For months, I have talked about the dangers of Moscow waging “unconventional warfare” – whether going nuclear via blowing up the Zaporizhzhia power plant, or attacking chemical facilities, or, indeed, food supplies. The eventual attention given to the nuclear threat arguably deterred Moscow on the first two risks for now, but on the latter Nato and the UN were complacent, assuming Russia would not withdraw from a deal giving them access to top-table discussions with world leaders. That neglect has now come at a heavy price.
If Putin is waging a vicious campaign to try to bring famine to Africa – one he can still try to blame on Western sanctions – it would mark yet another horrific war crime to add to the growing list.
More than 50 million people across Somalia, Kenya, Ethiopia and South Sudan are in need of food aid due to successive years of failed rains. Thousands, perhaps tens of thousands, could now die. Furthermore, it would probably trigger a massive migration crisis into Europe, destabilising the Continent and advancing calls for an end to the war via a negotiated settlement. We must assume this is Putin’s primary aim.
It would also drive a wedge between the alliance supporting Ukraine after the comparative unity of the Nato summit at Vilnius last week. We know some are less committed to a maximalist Ukrainian victory. The prospect of increased food prices as we enter two years of important elections, including in the UK, may lead some to break cover and try to work with Russia rather than isolate it.
That the West can allow this should be unconscionable. For one, it would show to Putin that – once again – he can escalate this war without major consequence. How we respond to an incident like this will shape his strategy. Now it may be food, but next time it could be a tactical nuke.

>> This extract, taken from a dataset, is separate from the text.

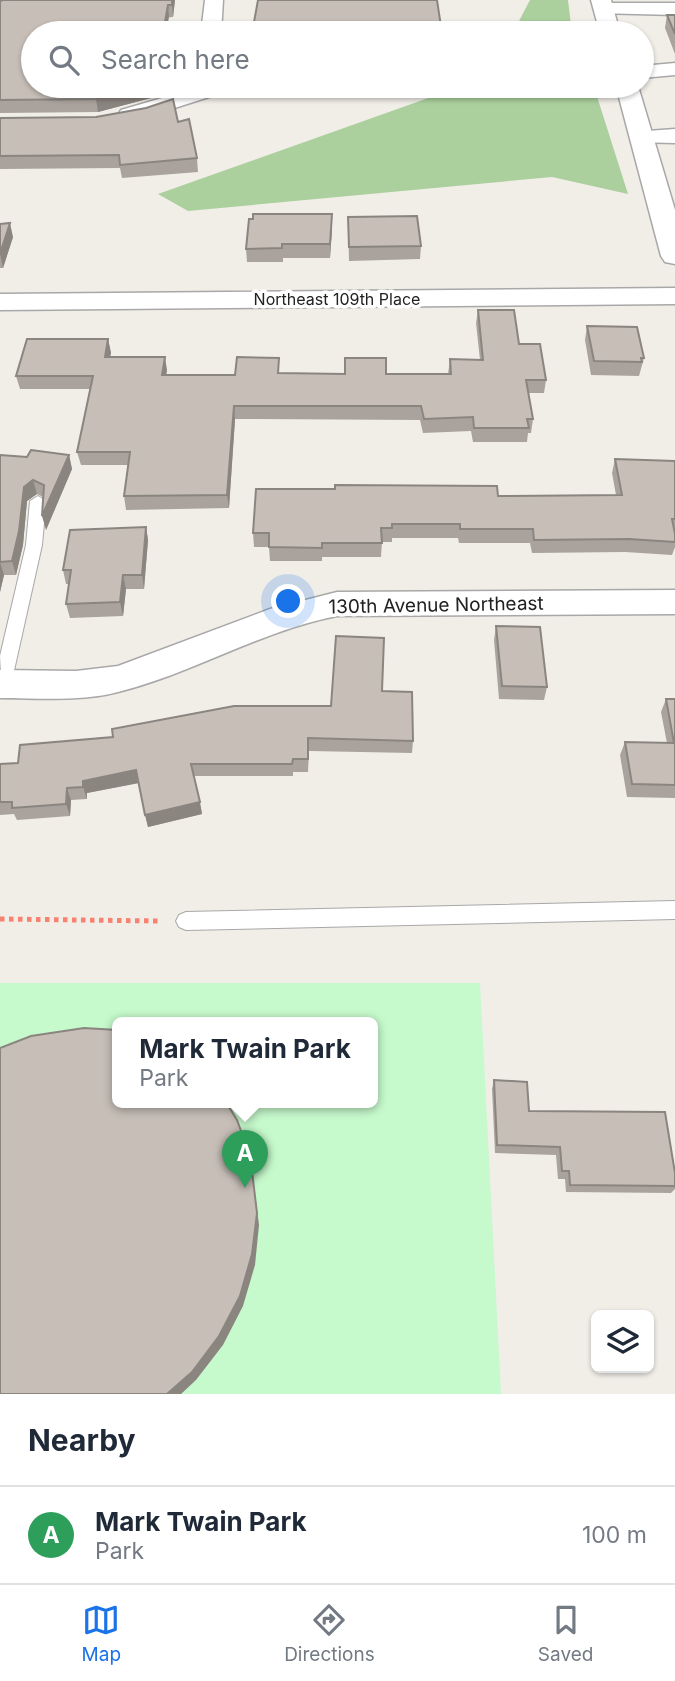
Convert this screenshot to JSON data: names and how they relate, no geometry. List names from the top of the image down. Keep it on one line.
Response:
{"streets":{"street":["Northeast 109th Place","130th Avenue Northeast"]},"page":{"search":"Search here","popup":["Mark Twain Park","Park"],"pins":"A","heading":"Nearby","list":[{"mark":"A","name":"Mark Twain Park","note":"Park","value":"100 m"}],"nav":["Map","Directions","Saved"]}}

There is next to nothing that Putin will not do if he is allowed to do it; he operates in the space that is given to him.

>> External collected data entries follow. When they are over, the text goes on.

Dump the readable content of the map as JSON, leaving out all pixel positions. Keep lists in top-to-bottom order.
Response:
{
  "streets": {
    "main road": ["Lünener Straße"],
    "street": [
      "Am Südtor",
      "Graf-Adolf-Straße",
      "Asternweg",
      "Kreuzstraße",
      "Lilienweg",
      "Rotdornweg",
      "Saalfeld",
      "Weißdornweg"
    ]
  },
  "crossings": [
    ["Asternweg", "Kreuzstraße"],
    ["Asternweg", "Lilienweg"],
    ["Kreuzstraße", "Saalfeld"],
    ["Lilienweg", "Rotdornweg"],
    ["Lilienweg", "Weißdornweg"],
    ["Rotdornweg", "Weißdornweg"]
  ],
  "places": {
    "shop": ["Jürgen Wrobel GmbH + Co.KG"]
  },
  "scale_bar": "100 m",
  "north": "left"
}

We should be thinking outside the box, invoking the spirit of the Berlin air lift in seeking to find extraordinary solutions. We could, for instance, try to protect grain ships through the formerly agreed boundaries of the deal, passing through international waters to Ukraine. The Montreux Agreement allows only warships from countries around the Black Sea to enter those waters, so a Nato flotilla to protect the grain ships would in theory be possible from Turkey, Bulgaria and Romania. Another option is to transport the grain across land via rail and road. Kyiv believes this is possible, and Germany is said to be warm to the idea in theory.
Whatever solutions we come up with, the vital thing to remember is that no level of depravity is off limits to Putin and his gangsters running this war. This is a global issue and not just between Russia and Ukraine. The grain crisis offers the West a chance to reach out to those countries who have, at times, leaned towards Moscow.

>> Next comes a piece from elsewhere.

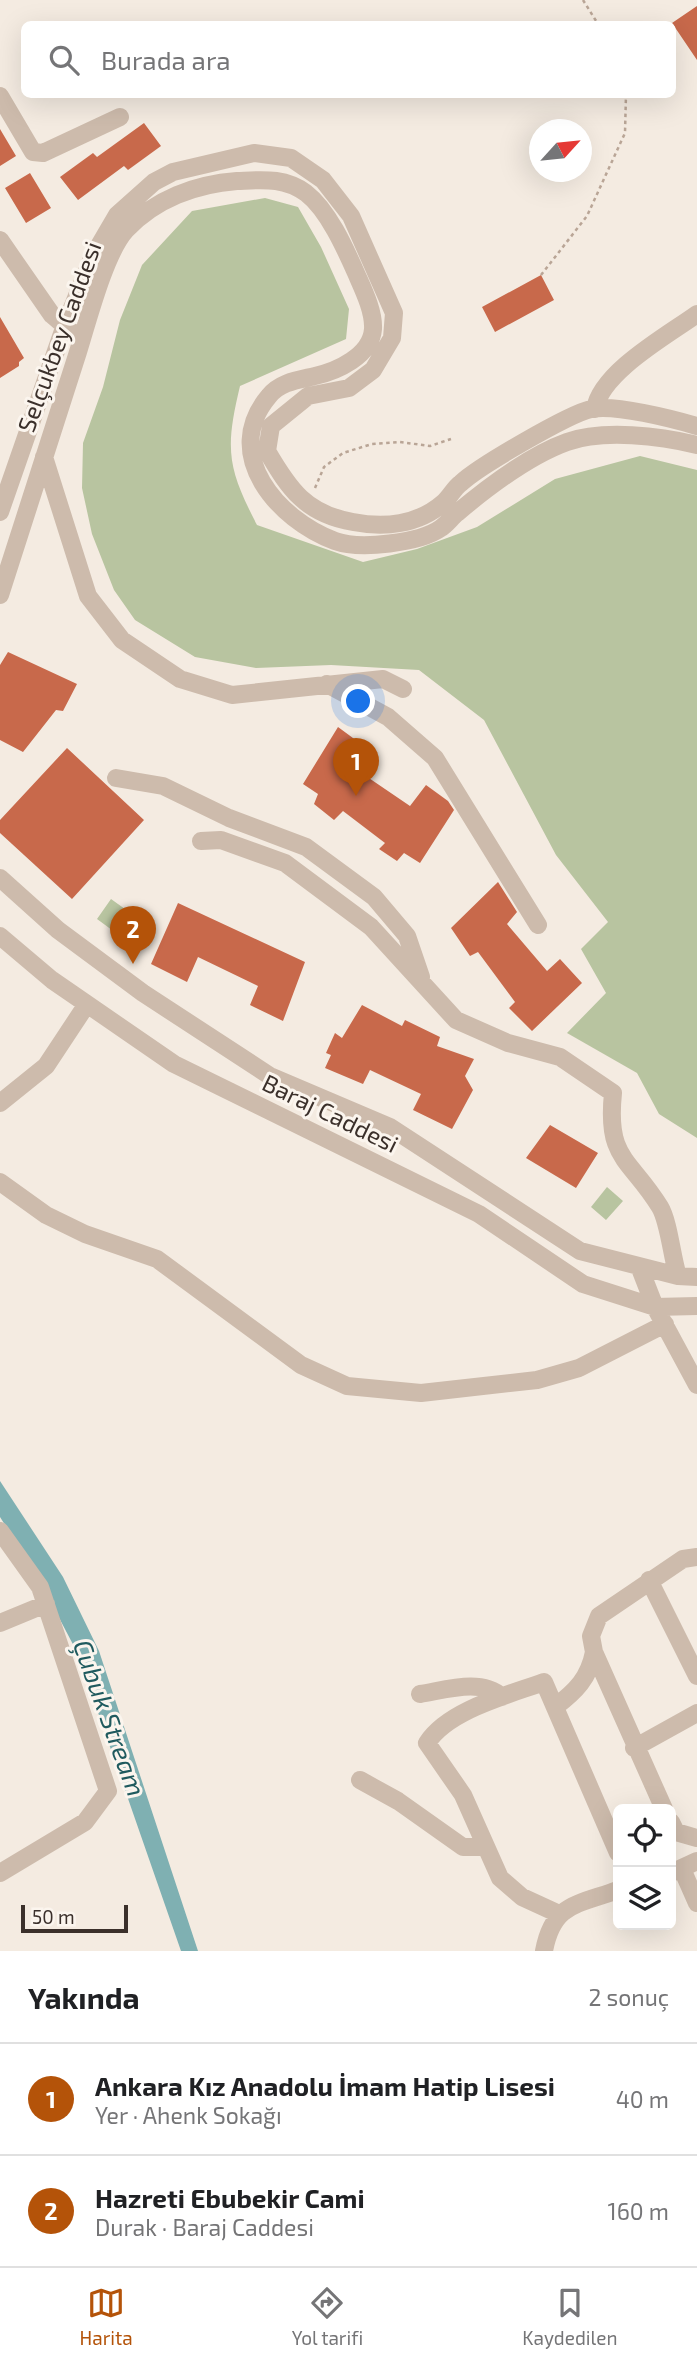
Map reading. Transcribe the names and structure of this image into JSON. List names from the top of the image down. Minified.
{"streets":{"street":["Selçukbey Caddesi","Baraj Caddesi"]},"water":["Çubuk Stream"],"scale_bar":"50 m","north":"top right","page":{"search":"Burada ara","pins":["1","2"],"scale":"50 m","heading":["Yakında","2 sonuç"],"list":[{"mark":"1","name":"Ankara Kız Anadolu İmam Hatip Lisesi","note":"Yer · Ahenk Sokağı","value":"40 m"},{"mark":"2","name":"Hazreti Ebubekir Cami","note":"Durak · Baraj Caddesi","value":"160 m"}],"nav":["Harita","Yol tarifi","Kaydedilen"]}}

Turkey has been humiliated and will be sympathetic. African nations are listening, with Kenya’s government describing Russia’s decision to withdraw as a “stab in the back”. The UN brokered this deal and should feel morally obliged to find a solution rather than just sitting on its hands.
It is a tragic irony that it was the Royal Navy and Merchant Navy convoys that kept Russia in the fight against Nazi Germany, yet now it is Moscow that weaponises food against the free world. In these circumstances, shrugging and doing nothing cannot suffice.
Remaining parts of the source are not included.